A clear plan to link robust recovery assistance to better governance can help Zimbabweans interested in charting a new course to plan their strategy by making it clear just how the spigots of international support can be turned back on. This approach will open up space for a new diplomatic discourse about Zimbabwe’s potentially prosperous future, rather than simply the prickly present. Such a plan would also lay the groundwork for a sound reconstruction investment, because just as bad governance led to today’s economic catastrophe, sound governance will make or break recovery.

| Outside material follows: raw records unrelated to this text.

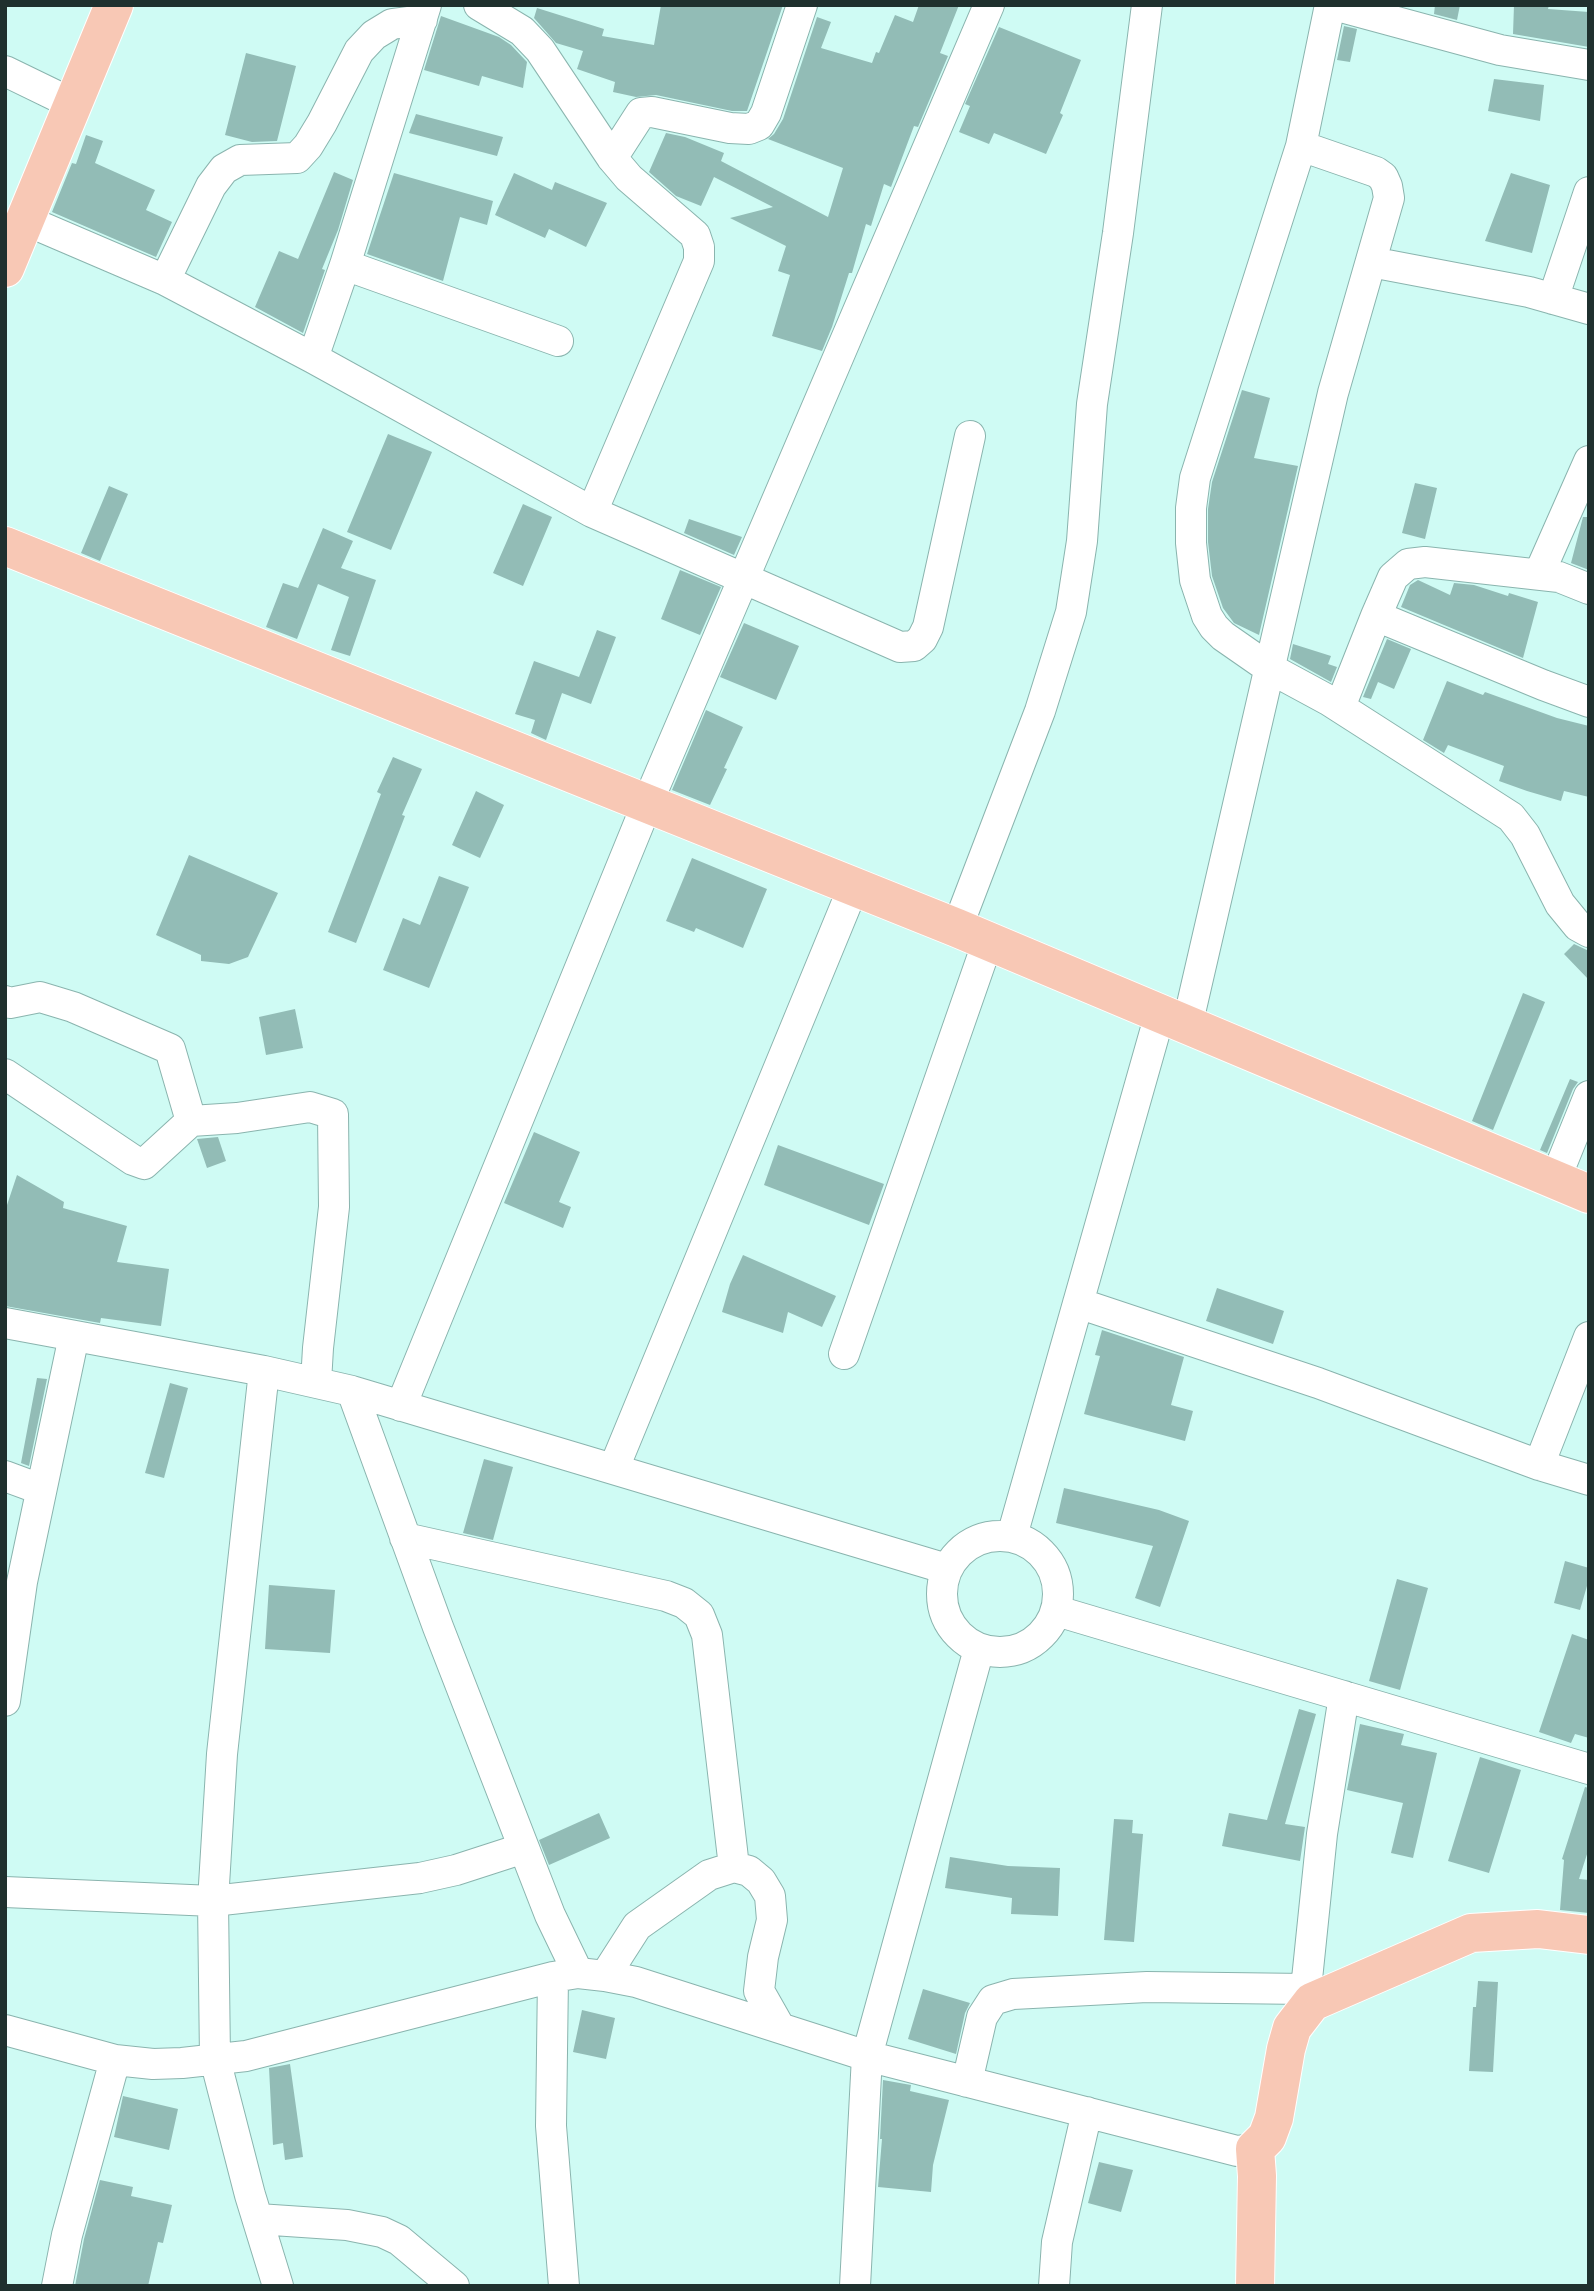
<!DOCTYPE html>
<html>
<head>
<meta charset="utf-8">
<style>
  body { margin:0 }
  #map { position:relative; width:1594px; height:2291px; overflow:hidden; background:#cffbf4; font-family:"Public Sans",sans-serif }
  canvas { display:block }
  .frame { position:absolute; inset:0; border:7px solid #1f302e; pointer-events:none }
</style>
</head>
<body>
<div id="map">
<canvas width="1594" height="2291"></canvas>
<div class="frame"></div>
</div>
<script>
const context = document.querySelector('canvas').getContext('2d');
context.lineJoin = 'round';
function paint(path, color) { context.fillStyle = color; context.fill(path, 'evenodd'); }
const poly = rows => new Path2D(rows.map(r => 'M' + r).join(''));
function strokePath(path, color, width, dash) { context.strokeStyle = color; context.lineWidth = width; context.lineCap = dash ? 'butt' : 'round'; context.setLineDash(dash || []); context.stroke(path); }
paint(poly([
  [661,5,783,5,747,111,732,111,656,95,636,97,613,92,615,82,577,69,583,51,556,43,534,18,537,8,604,29,602,36,654,45],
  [919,5,959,5,940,53,948,56,918,127,914,126,891,187,884,184,871,226,866,224,852,273,849,273,832,327,822,351,772,336,790,275,778,271,786,246,730,218,773,207,714,177,701,206,676,196,649,172,666,133,685,137,724,153,721,161,828,217,843,168,768,139,774,134,783,119,817,17,831,22,821,48,872,63,876,52,879,53,895,15,913,22],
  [1435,5,1460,5,1457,20,1434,14],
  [1514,5,1549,5,1548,9,1589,12,1589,47,1513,34],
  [441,16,499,37,511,45,527,62,523,88,482,76,479,86,424,70],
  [1344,26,1357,29,1350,62,1337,60],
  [999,27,1081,60,1060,113,1063,115,1046,154,994,133,989,144,959,132,970,106,965,104],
  [246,53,296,66,277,141,252,142,225,135],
  [1494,79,1544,85,1540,121,1488,111],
  [416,114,503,137,497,156,409,133],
  [86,135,103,141,95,163,155,190,146,210,172,222,156,257,52,212,72,163,76,164],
  [334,172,353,180,338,230,322,269,325,270,303,333,255,307,279,251,298,259],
  [394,173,493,201,487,225,460,217,443,281,367,254],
  [514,173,552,190,555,182,607,203,586,247,549,229,545,238,495,215],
  [1511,173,1550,185,1532,253,1485,241],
  [1242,390,1270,398,1254,458,1298,466,1259,635,1234,623,1223,608,1212,576,1208,542,1208,509,1212,482],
  [388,434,432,452,391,550,347,532],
  [1415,483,1437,488,1425,539,1402,533],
  [109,486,128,494,100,561,81,553],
  [523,504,552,517,523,586,493,573],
  [1583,517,1589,517,1589,570,1571,563],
  [689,519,742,537,734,555,684,533],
  [323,528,353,541,341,568,376,580,350,656,331,650,349,597,318,584,297,639,266,627,283,583,298,588],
  [680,570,721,587,700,635,661,619],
  [1418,580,1450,595,1454,583,1474,585,1508,596,1509,593,1538,602,1523,658,1401,607,1410,585],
  [744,623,799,646,776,700,720,677],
  [597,630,616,637,591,704,562,693,546,740,531,733,535,720,515,714,534,661,579,677],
  [1387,639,1411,649,1394,689,1378,682,1371,699,1363,697],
  [1293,644,1331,656,1328,664,1337,667,1331,682,1290,659],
  [1447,681,1483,695,1485,692,1557,718,1589,726,1589,797,1564,791,1561,801,1527,791,1499,781,1504,766,1448,745,1444,753,1423,740],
  [706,710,743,727,724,768,727,769,710,805,672,790],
  [393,757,422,769,402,815,405,816,356,943,328,932,381,794,377,792],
  [476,791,504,805,480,858,452,845],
  [189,855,278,893,248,957,229,964,201,961,201,955,156,935],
  [692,858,767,889,743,948,696,928,694,932,666,921],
  [439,876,469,887,429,988,383,970,403,918,420,925],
  [1574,944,1589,951,1589,980,1564,954],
  [1523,993,1545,1002,1493,1130,1472,1121],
  [295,1009,303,1048,266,1055,259,1017],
  [1570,1079,1578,1082,1573,1089,1547,1153,1540,1150],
  [534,1132,580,1152,559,1202,571,1207,563,1228,504,1203],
  [218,1137,226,1161,207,1168,197,1139],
  [778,1145,884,1184,869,1225,764,1185],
  [17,1175,64,1202,63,1208,127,1226,117,1262,169,1269,161,1326,101,1318,100,1323,5,1306,5,1211],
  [743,1255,836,1296,822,1327,788,1312,783,1333,722,1312,730,1284],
  [1217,1288,1284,1311,1273,1344,1206,1321],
  [1102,1330,1184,1357,1171,1405,1193,1411,1185,1441,1084,1414,1100,1356,1095,1355],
  [37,1378,47,1379,29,1466,21,1463],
  [170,1383,188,1388,164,1478,145,1473],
  [484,1459,513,1467,493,1540,463,1533],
  [1064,1488,1159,1510,1189,1521,1160,1607,1135,1598,1153,1546,1056,1523],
  [1565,1561,1589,1568,1589,1579,1580,1610,1554,1603],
  [1397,1579,1428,1588,1400,1690,1369,1681],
  [269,1585,335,1590,330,1653,265,1649],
  [1572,1634,1589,1640,1589,1738,1575,1734,1571,1743,1539,1732],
  [1299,1709,1316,1714,1285,1824,1305,1827,1300,1861,1222,1846,1229,1813,1267,1820],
  [1360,1724,1404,1734,1401,1745,1437,1753,1413,1858,1391,1853,1403,1803,1347,1790],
  [1480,1757,1521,1770,1489,1873,1448,1861],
  [1585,1787,1589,1788,1589,1848,1579,1879,1589,1880,1589,1913,1560,1910,1564,1860,1562,1859],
  [599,1813,610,1838,549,1865,539,1840],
  [1114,1819,1133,1820,1132,1833,1143,1834,1134,1942,1104,1940],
  [950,1857,1008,1866,1060,1868,1058,1916,1011,1914,1012,1898,945,1888],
  [1478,1981,1498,1982,1493,2072,1469,2071,1473,2007,1476,2007],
  [923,1989,970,2003,965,2013,956,2054,908,2039],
  [582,2010,615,2018,606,2059,573,2052],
  [290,2064,303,2157,285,2160,283,2143,273,2145,269,2068],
  [883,2080,911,2085,910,2091,949,2100,933,2165,931,2192,878,2187,882,2139,880,2139],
  [123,2096,178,2109,169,2150,114,2137],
  [1099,2162,1133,2170,1121,2212,1088,2203],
  [100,2180,133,2187,131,2196,172,2205,163,2243,158,2242,148,2286,75,2286,84,2239]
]), '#92bcb6');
const minor = poly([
  [479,5,522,31,540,50,612,158,629,178,695,235,699,247,699,261,592,512],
  [1330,5,1301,146,1195,478,1191,508,1191,543,1195,580,1207,616,1214,627,1223,636,1269,668,1330,701,1511,817,1525,835,1560,904,1578,926,1589,932],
  [1334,5,1500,50,1589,65],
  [5,71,73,104],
  [612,158,641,113,652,112,730,128,749,129,759,125,766,113,802,5],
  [25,220,165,280,313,358,592,512,900,647,914,646,922,639,928,627,970,436],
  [1371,262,1529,292,1589,309],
  [345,265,558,341],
  [165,280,211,186,224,169,240,160,297,158,308,146,322,123,359,51,374,35,392,24,422,20],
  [1553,299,1589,192],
  [313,358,345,265,426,5],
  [1539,574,1589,461],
  [1376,616,1543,685,1589,702],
  [1340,707,1376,616,1393,577,1408,564,1425,562,1559,577,1589,589],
  [957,928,1040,711,1071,612,1082,541,1092,404,1118,233,1147,5],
  [5,1001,10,1003,40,997,73,1007,170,1049,191,1121],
  [1187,1026,1333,393,1389,198,1387,186,1383,177,1376,172,1301,146],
  [5,1074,133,1160,144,1164,191,1121,237,1118,310,1107,333,1114,334,1207,318,1348,316,1382],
  [1555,1180,1589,1096],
  [1078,1303,1318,1383,1539,1465,1589,1480],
  [5,1323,264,1371,352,1391,947,1569],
  [844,1354,988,941],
  [264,1371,222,1754,213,1901,215,2059,250,2195,278,2286],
  [352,1391,438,1627,550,1915,578,1973],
  [401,1406,647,804,989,5],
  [1539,1465,1589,1337],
  [614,1468,853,888],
  [5,1476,40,1489],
  '942 1594a58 58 0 1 1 116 0a58 58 0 1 1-116 0Z',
  [1012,1536,1160,1014],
  [405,1538,666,1596,684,1603,699,1615,707,1635,734,1867],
  [1057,1611,1589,1769],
  [5,1701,22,1582,74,1336],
  [5,1892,213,1901,420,1878,456,1870,524,1848],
  [605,1976,637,1926,709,1875,734,1867,749,1871,761,1881,770,1896,772,1920,763,1957,759,1991,780,2028],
  [553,1977,551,2126,564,2286],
  [1312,2002,1306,1989,1322,1834,1344,1696],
  [5,2030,115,2060,153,2064,182,2063,246,2056,553,1977,578,1973,605,1976,636,1982,867,2056,1237,2151,1255,2149],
  [967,2082,982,2017,993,2000,1013,1994,1147,1987,1306,1989],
  [258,2219,347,2225,382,2232,399,2240,454,2286],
  [57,2286,67,2235,115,2060],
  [855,2286,867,2056,979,1649],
  [1054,2286,1057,2242,1087,2112]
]);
const major = poly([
  [5,268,114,5],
  [5,546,957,928,1589,1194],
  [1255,2286,1257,2176,1255,2149,1267,2137,1274,2118,1286,2049,1292,2028,1312,2002,1471,1933,1538,1929,1589,1935]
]);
strokePath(minor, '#8ab4ae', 32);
strokePath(major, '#fff', 40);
strokePath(minor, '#fff', 30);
strokePath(major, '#f8c8b5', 38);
</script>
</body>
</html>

The United States can also seize on the opportunity presented by change in Zimbabwe to enter a new phase of cooperation with Southern Africa, and particularly with South Africa — a country where the U.S. has quite a lot at stake. By engaging in detailed consultations with Southern Africans now and by linking a commitment to Zimbabwe’s recovery with a commitment to regional infrastructure investments like improving southern Africa’s rail links, the U.S. may be able to remove Zimbabwe from the list of irritants in the U.S.-South African bilateral relationship to the list of issues on which the United States and South Africa are genuinely invested in each other’s success.
Zimbabwe, with its powerful history of race-based oppression, tremendous human capital, and compelling roster of patriots who have worked tirelessly and at great personal risk to resist oppression, could be as inspiring tomorrow as it is depressing today. To be effective in helping to turn the country around, the U.S. must work with others in the international community rather than going it alone, and must be willing to commit meaningful resources to the country. That’s a tall diplomatic order, and it will take a committed team of senior leaders in Washington working with energized diplomats on the ground and a Congress willing to invest in Zimbabwe’s future to fill it.